Q: But that is something you had spoken about last year, you said 24% and 32% rates you would start moving towards the convergence rates, now the convergence rates could be 15,16 and 18?

A: No, Kelkar has recommended 20 therefore there is no agreement yet on a convergence rate and without an agreement we cannot move either service tax or excise duty. If I reach a convergence rate agreement this year then next year we will make the movement.

Q: Surely you could not be thinking of 20%?

A: Kelkar has recommended 20%.

Q: That is a recommendation of an academic committee?

A: I have to consult everyone.

Q: Let me talk about your Budget deficit, what we were applauding or expecting as the big achievement of the Budget.

A: I have reached to fiscal deficit target every year.

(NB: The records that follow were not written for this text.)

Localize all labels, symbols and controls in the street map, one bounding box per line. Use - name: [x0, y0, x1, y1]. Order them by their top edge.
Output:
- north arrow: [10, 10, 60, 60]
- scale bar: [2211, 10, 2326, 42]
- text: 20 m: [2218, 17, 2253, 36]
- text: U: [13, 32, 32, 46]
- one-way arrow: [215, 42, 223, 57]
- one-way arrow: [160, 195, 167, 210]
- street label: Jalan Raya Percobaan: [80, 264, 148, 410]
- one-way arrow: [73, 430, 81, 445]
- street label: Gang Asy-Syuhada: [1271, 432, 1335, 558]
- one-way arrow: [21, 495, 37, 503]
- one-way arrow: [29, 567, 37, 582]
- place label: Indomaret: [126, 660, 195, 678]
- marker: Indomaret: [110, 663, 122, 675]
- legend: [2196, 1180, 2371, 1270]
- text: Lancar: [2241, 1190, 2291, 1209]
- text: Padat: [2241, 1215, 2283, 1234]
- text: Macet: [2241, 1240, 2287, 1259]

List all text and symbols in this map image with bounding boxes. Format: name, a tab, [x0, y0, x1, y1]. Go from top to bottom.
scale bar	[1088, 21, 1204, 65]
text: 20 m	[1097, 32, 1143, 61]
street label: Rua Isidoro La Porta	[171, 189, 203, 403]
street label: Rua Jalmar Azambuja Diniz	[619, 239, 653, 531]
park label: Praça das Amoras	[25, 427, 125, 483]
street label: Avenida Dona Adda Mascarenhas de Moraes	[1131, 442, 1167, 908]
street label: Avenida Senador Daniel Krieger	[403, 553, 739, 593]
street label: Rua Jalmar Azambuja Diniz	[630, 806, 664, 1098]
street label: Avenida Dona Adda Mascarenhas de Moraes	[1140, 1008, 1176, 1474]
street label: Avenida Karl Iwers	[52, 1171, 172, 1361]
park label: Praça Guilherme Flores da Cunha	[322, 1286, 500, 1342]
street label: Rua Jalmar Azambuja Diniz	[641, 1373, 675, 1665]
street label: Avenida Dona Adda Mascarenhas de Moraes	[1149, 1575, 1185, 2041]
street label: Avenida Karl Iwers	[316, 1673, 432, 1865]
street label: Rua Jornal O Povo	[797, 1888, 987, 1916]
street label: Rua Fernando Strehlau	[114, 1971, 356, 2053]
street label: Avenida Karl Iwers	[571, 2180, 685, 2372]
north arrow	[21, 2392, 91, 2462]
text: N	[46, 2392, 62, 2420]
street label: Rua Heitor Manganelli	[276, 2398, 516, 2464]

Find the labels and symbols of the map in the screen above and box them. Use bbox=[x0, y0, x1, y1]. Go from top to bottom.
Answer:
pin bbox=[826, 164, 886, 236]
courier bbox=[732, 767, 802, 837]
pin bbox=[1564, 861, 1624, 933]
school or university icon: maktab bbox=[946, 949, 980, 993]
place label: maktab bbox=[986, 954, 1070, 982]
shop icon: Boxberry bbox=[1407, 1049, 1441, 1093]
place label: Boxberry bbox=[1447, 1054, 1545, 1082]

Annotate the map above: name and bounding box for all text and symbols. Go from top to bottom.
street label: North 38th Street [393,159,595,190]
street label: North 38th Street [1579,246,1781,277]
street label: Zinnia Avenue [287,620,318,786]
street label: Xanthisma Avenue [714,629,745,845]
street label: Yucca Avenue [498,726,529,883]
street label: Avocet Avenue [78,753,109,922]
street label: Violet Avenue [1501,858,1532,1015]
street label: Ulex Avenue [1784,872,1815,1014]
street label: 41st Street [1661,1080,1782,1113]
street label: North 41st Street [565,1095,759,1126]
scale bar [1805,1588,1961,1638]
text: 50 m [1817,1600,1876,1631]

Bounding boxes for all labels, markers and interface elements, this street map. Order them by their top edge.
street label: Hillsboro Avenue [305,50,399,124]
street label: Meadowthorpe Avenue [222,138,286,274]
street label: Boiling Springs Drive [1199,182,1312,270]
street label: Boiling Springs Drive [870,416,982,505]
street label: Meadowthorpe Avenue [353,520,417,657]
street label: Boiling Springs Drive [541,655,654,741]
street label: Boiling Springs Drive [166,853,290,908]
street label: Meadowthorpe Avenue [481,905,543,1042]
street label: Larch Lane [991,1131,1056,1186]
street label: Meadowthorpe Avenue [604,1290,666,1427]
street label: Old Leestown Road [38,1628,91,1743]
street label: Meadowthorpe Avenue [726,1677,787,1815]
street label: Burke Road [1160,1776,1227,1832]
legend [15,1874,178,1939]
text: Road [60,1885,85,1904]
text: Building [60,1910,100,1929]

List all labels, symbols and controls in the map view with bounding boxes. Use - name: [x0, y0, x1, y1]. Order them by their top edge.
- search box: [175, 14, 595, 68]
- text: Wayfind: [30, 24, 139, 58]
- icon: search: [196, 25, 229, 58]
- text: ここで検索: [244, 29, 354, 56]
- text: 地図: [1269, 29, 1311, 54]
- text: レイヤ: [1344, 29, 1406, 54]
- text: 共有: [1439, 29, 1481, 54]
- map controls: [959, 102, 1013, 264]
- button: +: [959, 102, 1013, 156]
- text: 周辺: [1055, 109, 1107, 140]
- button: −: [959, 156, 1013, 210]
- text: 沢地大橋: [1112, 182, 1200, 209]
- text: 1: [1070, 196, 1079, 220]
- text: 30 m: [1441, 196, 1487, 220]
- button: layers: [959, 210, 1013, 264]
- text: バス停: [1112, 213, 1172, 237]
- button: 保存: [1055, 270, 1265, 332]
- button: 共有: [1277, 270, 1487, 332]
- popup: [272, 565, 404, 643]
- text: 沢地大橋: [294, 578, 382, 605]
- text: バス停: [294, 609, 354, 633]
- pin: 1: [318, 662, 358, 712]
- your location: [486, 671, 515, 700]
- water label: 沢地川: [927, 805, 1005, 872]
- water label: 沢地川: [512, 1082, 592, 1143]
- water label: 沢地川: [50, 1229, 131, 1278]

Q: Yes you have but the kind of expectations that you had built up or the kind of numbers that the government was releasing, we were all expecting a fiscal deficit of about 3.4 because that is the kind of numbers that were coming. Your revenue expenditure has been out of control; you have got to admit that.

A: Not correct, we have shown Rs 25,000 crore more gross revenue than the BE figure. The numbers that are released month after month is gross revenue. 30.5% of that is mandatorily shared with the states, folks like you do not do that mental adjustment, 30% has to be taken out then what is left is 70% this includes income tax and corporate income tax, we have moved the last stake for assessment to December 31, which means refunds have to be done for the first time by March, so January, February and March is the refund period rather than April, May and June, therefore we adjust for the refund set up to be done therefore what we have projected is absolutely correct.

Q: I am just saying that you have a situation where your tax revenues are running ahead of your projections and clearly therefore if you have not been able to beat your Budget deficit by a huge margin, clearly your revenue expenditure is also going ahead of estimates.

A: My total revenue expenditure from 563 has gone up to 581, which means an increase of 18,000 crore but why is that increase of 18,000 crore. Fertilizer alone has already gone up by 5,000 crore, interest payments have increased by about 7,000 crore, so that explains.

Q: That explains it but that is not a terribly good thing for the government to be putting out because yes, you have met your target but your expenditures are not under control.

A: I cannot control fertilizer under the present system that is why I had revolted a paragraph to say that this system of delivering fertilizer subsidy is wrong, we have to replace it by better system, we have to deliver fertilizer subsidy directly to the farmer because I am aware.

Q: We have been talking about direct subsidies now for five or seven years?

A: But I am pushing the case but I have to carry conviction with every one. Interest is a function of rates.

Q: The kind of growth pessimism that you have built into your numbers?

A: Standard question everybody is asking without look at the numbers

Q: But 40% growth on that basis?

A: 40% growth, where did you get the number.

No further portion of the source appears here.